What this task involves> Read through the data and report every line in which the word "align" occurs.
[Provided records Boundary: Start]
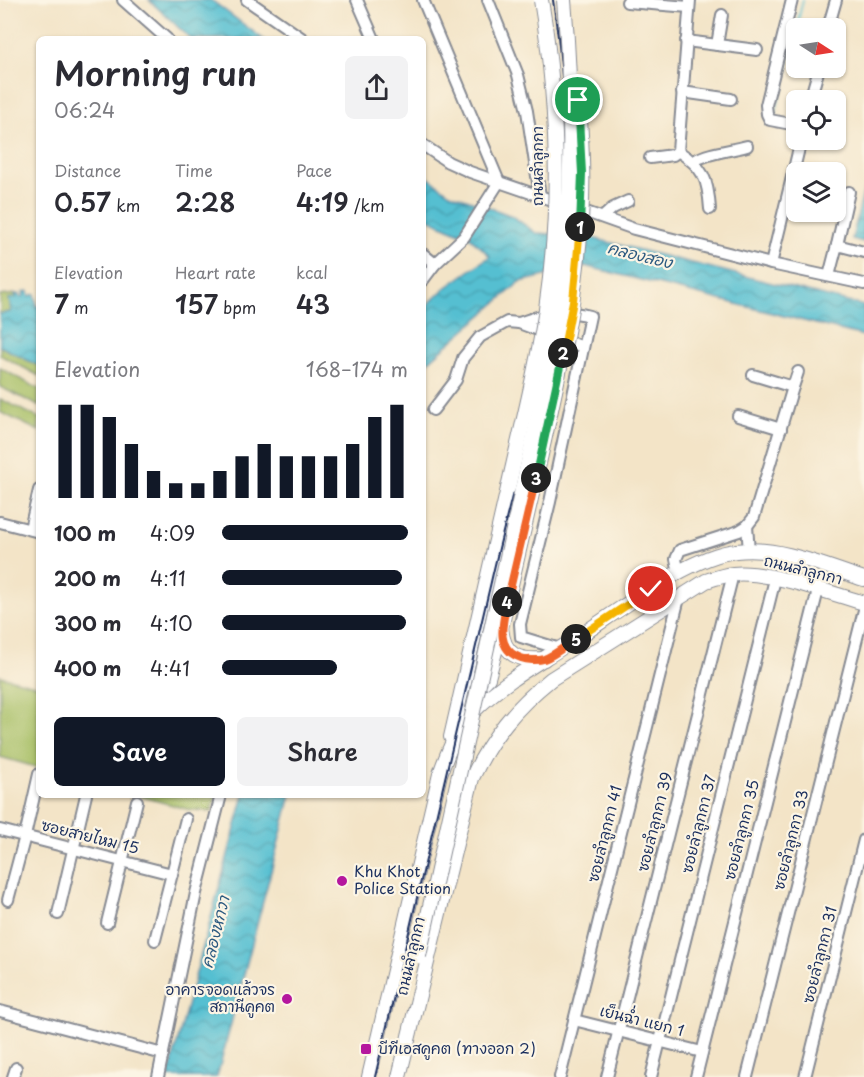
<!DOCTYPE html>
<meta charset="utf-8">
<style>
body{margin:0;font-family:"Playpen Sans","Playpen Sans Thai",sans-serif;background:#f2f2f3;color:#2b2b33;height:100vh;display:flex;flex-direction:column;font-size:22px;white-space:nowrap}
*{box-sizing:border-box;margin:0}
p{font-size:20px;color:#7c7c81}
.icon{flex:none;width:33px;height:33px;fill:none;stroke:currentColor;stroke-width:2;stroke-linecap:round;stroke-linejoin:round}
.map{position:relative;flex:1;overflow:hidden}
.side{position:absolute;left:36px;top:36px;width:390px;height:762px;display:flex;flex-direction:column;background:#fff;border-radius:9px;box-shadow:0 2px 4px #0004}
.side>*{flex:none}
.needle{width:39px;rotate:102deg}
.controls{position:absolute;left:786px;top:18px;display:grid;gap:12px}
.controls a{display:grid;place-items:center;width:60px;height:60px;border-radius:9px;background:#fff;box-shadow:0 2px 4px #0004;font-size:30px}
.pin{position:absolute;display:grid;place-items:center;width:51px;height:51px;color:#fff;margin:-26px;border:3px solid #fff;border-radius:50%;box-shadow:0 2px 6px #0007}
.km{position:absolute;width:30px;height:30px;margin:-15px;border-radius:50%;background:#222;color:#fff;font-size:16px;line-height:30px;text-align:center}
.round{display:grid;place-items:center;flex:none;width:63px;height:63px;border-radius:9px;background:#f2f2f3}
.headline{display:flex;align-items:center;justify-content:space-between;height:102px;padding:0 18px}
h1{font-size:33px;font-weight:600;line-height:45px}
.stats{display:grid;grid-template-columns:repeat(3,1fr);gap:9px;height:102px;padding:6px 18px}
.stats div{display:grid;align-content:center}
.stats b{font-size:26px;font-weight:600}
.stats small{font-size:16px;font-weight:400}
.stats p{font-size:16px}
.chart{height:168px;padding:12px 18px}
.chart p{display:flex;justify-content:space-between}
.chart svg{width:100%;height:108px;margin-top:6px;stroke:#111827;stroke-width:6}
.button{display:flex;gap:12px;margin-top:auto;padding:12px 18px}
.button a{flex:1;height:69px;border-radius:9px;background:#111827;color:#fff;font-size:24px;font-weight:600;line-height:69px;text-align:center}
.button a+a{background:#f2f2f3;color:#2b2b33}
ul{padding:0 18px;list-style:none;font-size:20px}
li{display:grid;grid-template-columns:96px 72px 1fr;align-items:center;height:45px}
li i{height:15px;border-radius:8px;background:#111827}
.map>svg:first-child{display:block}
.grass{fill:#a6be64;stroke:#607661;stroke-width:1.5}
.water{fill:url(#water-waves);stroke:#387798;stroke-width:1.5}
.lines{fill:none;stroke-linecap:round;stroke-linejoin:round}
.stream{stroke:#55bfd1;stroke-width:2}
.minor-casing{stroke:#878a92;stroke-width:14}
.major-casing{stroke:#878a92;stroke-width:16}
.minor{stroke:#fff;stroke-width:10}
.major{stroke:#fff;stroke-width:14}
.rail{stroke:#1b2f5e;stroke-width:2}
.major-bridge-casing{stroke:#878a92;stroke-width:16;stroke-linecap:butt}
.major-bridge{stroke:#fff;stroke-width:14}
.split-1-casing{stroke:#fff;stroke-width:12}
.split-2-casing{stroke:#fff;stroke-width:12}
.split-3-casing{stroke:#fff;stroke-width:12}
.split-4-casing{stroke:#fff;stroke-width:12}
.split-5-casing{stroke:#fff;stroke-width:12}
.split-6-casing{stroke:#fff;stroke-width:12}
.split-1{stroke:#22a559;stroke-width:8}
.split-2{stroke:#f5b400;stroke-width:8}
.split-3{stroke:#22a559;stroke-width:8}
.split-4{stroke:#f0652b;stroke-width:8}
.split-5{stroke:#f0652b;stroke-width:8}
.split-6{stroke:#f5b400;stroke-width:8}
.poi-dot{fill:#b5179e;stroke:#fcf5e5;stroke-width:2}
.labels{text-anchor:middle;stroke-width:4.5;stroke-linejoin:round;paint-order:stroke}
.street-label{font-size:15px;fill:#1b2f5e;stroke:#fcf5e5}
.poi-label{font-size:15px;fill:#1b2f5e;stroke:#fcf5e5;text-anchor:start}
.water-label{font-size:16px;font-style:italic;fill:#2c5a80;stroke:#fcf5e5}
</style>
<div class="map">
<svg width="864" height="1077" viewBox="0 0 864 1077">
<defs>
<pattern id="water-waves" width="16" height="10" patternUnits="userSpaceOnUse" patternTransform="scale(1.5)"><rect width="16" height="10" fill="#55bfd1"/><path d="M0 5q4-4 8 0t8 0" fill="none" stroke="#469cad"/></pattern>
</defs>
<rect width="100%" height="100%" fill="#fcf5e5"/>
<filter id="ink" filterUnits="userSpaceOnUse"><feTurbulence type="fractalNoise" baseFrequency=".0167" numOctaves="2"/><feDisplacementMap in="SourceGraphic" scale="12" xChannelSelector="R" yChannelSelector="G"/><feConvolveMatrix kernelMatrix="1 2 1 2 8 2 1 2 1" color-interpolation-filters="sRGB"/></filter>
<filter id="wash" filterUnits="userSpaceOnUse"><feTurbulence type="fractalNoise" baseFrequency=".008" numOctaves="4" result="noise"/><feDisplacementMap in="SourceGraphic" scale="24" xChannelSelector="R" yChannelSelector="G"/><feGaussianBlur stdDeviation="1.35" result="paint"/><feColorMatrix in="noise" values="0 0 0 0 0 0 0 0 0 0 0 0 0 0 0 0 0 1.4 0 .05"/><feComposite in="paint" operator="in"/></filter>
<g filter="url(#wash)">
<rect width="100%" height="100%" fill="#f3e4c7"/>
<g class="grass">
<path d="M15 294 16 298 11 312 0 314V296Z"/>
<path d="M0 346 39 366V376L0 355Z"/>
<path d="M0 368 39 389V406L0 387Z"/>
<path d="M0 399 39 418V431L0 412Z"/>
<path d="M0 676 39 686V768L0 757Z"/>
<path d="M136 795H216L212 811 190 810Z"/>
</g>
<g class="water">
<path d="M149 0H211L263 39H191Z"/>
<path d="M423 174 450 193 512 216 536 233 584 236 864 306V336L585 266 520 282 423 366V309L444 289 490 256 471 238 435 222 423 214Z"/>
<path d="M864 189V242L852 239Z"/>
<path d="M28 291 29 296 35 294 37 306H39V366L0 346V314L11 312 9 299 16 298 15 294H18L20 297 24 296 23 292Z"/>
<path d="M244 795H291L217 1077H168Z"/>
</g>
<g class="lines">
<path class="stream" d="M775 115 803 0"/>
</g>
</g>
<g filter="url(#ink)">
<g class="lines">
<defs>
<g id="minor">
<path d="M123 0 167 39"/>
<path d="M247 0 303 39"/>
<path d="M357 0 374 39"/>
<path d="M423 0 499 182"/>
<path d="M488 0 518 75 527 111 540 196"/>
<path d="M792 0 766 105 767 114 770 120 796 125"/>
<path d="M627 2 689 7"/>
<path d="M828 28 836 0"/>
<path d="M686 41 757 50"/>
<path d="M717 45 722 15"/>
<path d="M682 92 731 99"/>
<path d="M810 100 819 68"/>
<path d="M423 145 448 162 470 172 560 203"/>
<path d="M678 151C704 168 708 179 710 209"/>
<path d="M650 158 673 155 678 151 690 0"/>
<path d="M694 161C709 152 729 151 747 146"/>
<path d="M575 208 634 229 771 264 864 284"/>
<path d="M603 217 613 208 628 201"/>
<path d="M837 245 849 192"/>
<path d="M423 254 435 264"/>
<path d="M771 264 801 140"/>
<path d="M829 276 837 245 864 252"/>
<path d="M423 280 435 264 464 237 499 182"/>
<path d="M519 323C546 313 562 309 590 316L550 502 520 624 521 637 560 649"/>
<path d="M793 387 798 372"/>
<path d="M433 410 456 380 463 358 480 337 507 322 519 323 583 347"/>
<path d="M738 416 781 429"/>
<path d="M0 522 39 532"/>
<path d="M747 526 749 551"/>
<path d="M30 529 39 490"/>
<path d="M679 573 676 559 680 550 739 531 747 526 754 517 793 387 753 375"/>
<path d="M0 830 172 874"/>
<path d="M8 900 25 836 39 774"/>
<path d="M58 914 86 795"/>
<path d="M107 923 137 801"/>
<path d="M155 940 186 819"/>
<path d="M0 1011 163 1054"/>
<path d="M574 1020 702 1052"/>
<path d="M13 1077 16 1068"/>
<path d="M158 1077 196 893 221 795"/>
<path d="M560 1077 679 598"/>
<path d="M607 1077 733 574"/>
<path d="M651 1077 775 579"/>
<path d="M696 1077 818 590"/>
<path d="M747 1077 864 610"/>
<path d="M805 1077 864 840"/>
</g>
<g id="major">
<path d="M531 498 501 628C504 656 518 661 544 659"/>
<path d="M472 679 484 682 488 678 500 633"/>
<path d="M451 737 508 488"/>
<path d="M369 1077 440 774C448 751 457 729 474 711 503 681 543 660 578 637 619 611 689 556 736 551 779 546 824 566 864 579"/>
<path d="M399 1077 472 778C492 736 515 708 551 679L706 581C715 578 724 575 733 574 767 570 830 593 864 603"/>
</g>
</defs>
<use href="#minor" class="minor-casing"/>
<use href="#major" class="major-casing"/>
<use href="#minor" class="minor"/>
<use href="#major" class="major"/>
<path class="rail" d="M375 1077C413 912 452 747 491 582 507 511 528 440 543 368 569 248 572 121 553 0"/>
<defs>
<g id="major-bridge">
<path d="M508 488C521 429 537 369 546 309 561 207 558 102 541 0"/>
<path d="M531 498C556 387 586 274 582 159 581 136 581 114 576 91"/>
<path d="M419 956 547 376C573 251 575 127 564 0"/>
</g>
</defs>
<use href="#major-bridge" class="major-bridge-casing"/>
<use href="#major-bridge" class="major-bridge"/>
</g>
</g>
<g class="lines" filter="url(#ink)">
<defs>
<path id="split-1" d="M578 100 582 173 580 227"/>
<path id="split-2" d="M563 353 573 301 580 227"/>
<path id="split-3" d="M536 478 563 353"/>
<path id="split-4" d="M507 602 536 478"/>
<path id="split-5" d="M507 602C503 622 494 649 521 658 527 660 537 661 544 659 555 655 566 645 576 639"/>
<path id="split-6" d="M576 639 651 589"/>
</defs>
<use href="#split-1" class="split-1-casing"/>
<use href="#split-2" class="split-2-casing"/>
<use href="#split-3" class="split-3-casing"/>
<use href="#split-4" class="split-4-casing"/>
<use href="#split-5" class="split-5-casing"/>
<use href="#split-6" class="split-6-casing"/>
<use href="#split-1" class="split-1"/>
<use href="#split-2" class="split-2"/>
<use href="#split-3" class="split-3"/>
<use href="#split-4" class="split-4"/>
<use href="#split-5" class="split-5"/>
<use href="#split-6" class="split-6"/>
</g>
<g class="poi-dot">
<circle cx="342" cy="881" r="6"/>
<circle cx="287" cy="999" r="6"/>
<rect x="360" y="1043" width="12" height="12" rx="3"/>
</g>
<g class="labels">
<g class="street-label">
<text transform="translate(538 166) rotate(-90)" y="5">ถนนลำลูกกา</text>
<text transform="translate(803 570) rotate(14)" y="5">ถนนลำลูกกา</text>
<text transform="translate(655 822) rotate(-76)" y="5">ซอยลำลูกกา 39</text>
<text transform="translate(699 824) rotate(-76)" y="5">ซอยลำลูกกา 37</text>
<text transform="translate(742 830) rotate(-76)" y="5">ซอยลำลูกกา 35</text>
<text transform="translate(605 834) rotate(-76)" y="5">ซอยลำลูกกา 41</text>
<text transform="translate(90 837) rotate(14)" y="5">ซอยสายไหม 15</text>
<text transform="translate(791 840) rotate(-76)" y="5">ซอยลำลูกกา 33</text>
<text transform="translate(820 955) rotate(-76)" y="5">ซอยลำลูกกา 31</text>
<text transform="translate(411 956) rotate(-77)" y="5">ถนนลำลูกกา</text>
<text transform="translate(642 1021) rotate(14)" y="5">เย็นฉ่ำ แยก 1</text>
</g>
<g class="poi-label">
<text x="354" y="877">Khu Khot<tspan x="354" dy="17">Police Station</tspan></text>
<text x="275" y="995" text-anchor="end">อาคารจอดแล้วจร<tspan x="275" dy="17">สถานีคูคต</tspan></text>
<text x="378" y="1054">บีทีเอสคูคต (ทางออก 2)</text>
</g>
<g class="water-label">
<text transform="translate(640 255) rotate(14)" y="6">คลองสอง</text>
<text transform="translate(215 932) rotate(-76)" y="6">คลองหกวา</text>
</g>
</g>
</svg>
<div class="controls">
<a><svg class="needle" viewBox="-14 -14 28 28"><path d="M0-13l5 13h-10z" fill="#e53935"/><path d="M0 13l5-13h-10z" fill="#7c7c81"/></svg></a>
<a><svg class="icon" aria-label="locate" viewBox="0 0 24 24"><circle cx="12" cy="12" r="6"/><path d="M12 2v4M12 18v4M2 12h4M18 12h4"/></svg></a>
<a><svg class="icon" aria-label="layers" viewBox="0 0 24 24"><path d="M12 4l9 5-9 5-9-5zM3 14l9 5 9-5"/></svg></a>
</div>
<div class="pin" style="left:578px;top:100px;background:#1e9e55"><svg class="icon" aria-label="arrive" viewBox="0 0 24 24"><path d="M6 21V4h12l-3 4 3 4H6"/></svg></div>
<div class="pin" style="left:651px;top:589px;background:#d93025"><svg class="icon" aria-label="check" viewBox="0 0 24 24"><path d="M5 12l5 5 9-10"/></svg></div>
<b class="km" style="left:580px;top:227px">1</b>
<b class="km" style="left:563px;top:353px">2</b>
<b class="km" style="left:536px;top:478px">3</b>
<b class="km" style="left:507px;top:602px">4</b>
<b class="km" style="left:576px;top:639px">5</b>
<section class="side">
<div class="headline"><div><h1>Morning run</h1><p>06:24</p></div><a class="round"><svg class="icon" aria-label="share" viewBox="0 0 24 24"><path d="M12 15V3M7 8l5-5 5 5M5 13v7h14v-7"/></svg></a></div>
<div class="stats">
<div><p>Distance</p><b>0.57<small> km</small></b></div>
<div><p>Time</p><b>2:28</b></div>
<div><p>Pace</p><b>4:19<small> /km</small></b></div>
</div>
<div class="stats">
<div><p>Elevation</p><b>7<small> m</small></b></div>
<div><p>Heart rate</p><b>157<small> bpm</small></b></div>
<div><p>kcal</p><b>43</b></div>
</div>
<div class="chart"><p><span>Elevation</span>168–174 m</p>
<svg viewBox="0 0 160 44" preserveAspectRatio="none"><path d="M5 44V6M15 44V6M25 44V11M35 44V22M45 44V33M55 44V38M65 44V38M75 44V33M85 44V27M95 44V22M105 44V27M115 44V27M125 44V27M135 44V22M145 44V11M155 44V6"/></svg>
</div>
<ul>
<li><b>100 m</b>4:09<i style="width:100%"></i></li>
<li><b>200 m</b>4:11<i style="width:97%"></i></li>
<li><b>300 m</b>4:10<i style="width:99%"></i></li>
<li><b>400 m</b>4:41<i style="width:62%"></i></li>
</ul>
<div class="button"><a>Save</a><a>Share</a></div>
</section>
</div>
[Provided records Boundary: End]
Answer to the exercise>
.km{position:absolute;width:30px;height:30px;margin:-15px;border-radius:50%;background:#222;color:#fff;font-size:16px;line-height:30px;text-align:center}
.headline{display:flex;align-items:center;justify-content:space-between;height:102px;padding:0 18px}
.stats div{display:grid;align-content:center}
.button a{flex:1;height:69px;border-radius:9px;background:#111827;color:#fff;font-size:24px;font-weight:600;line-height:69px;text-align:center}
li{display:grid;grid-template-columns:96px 72px 1fr;align-items:center;height:45px}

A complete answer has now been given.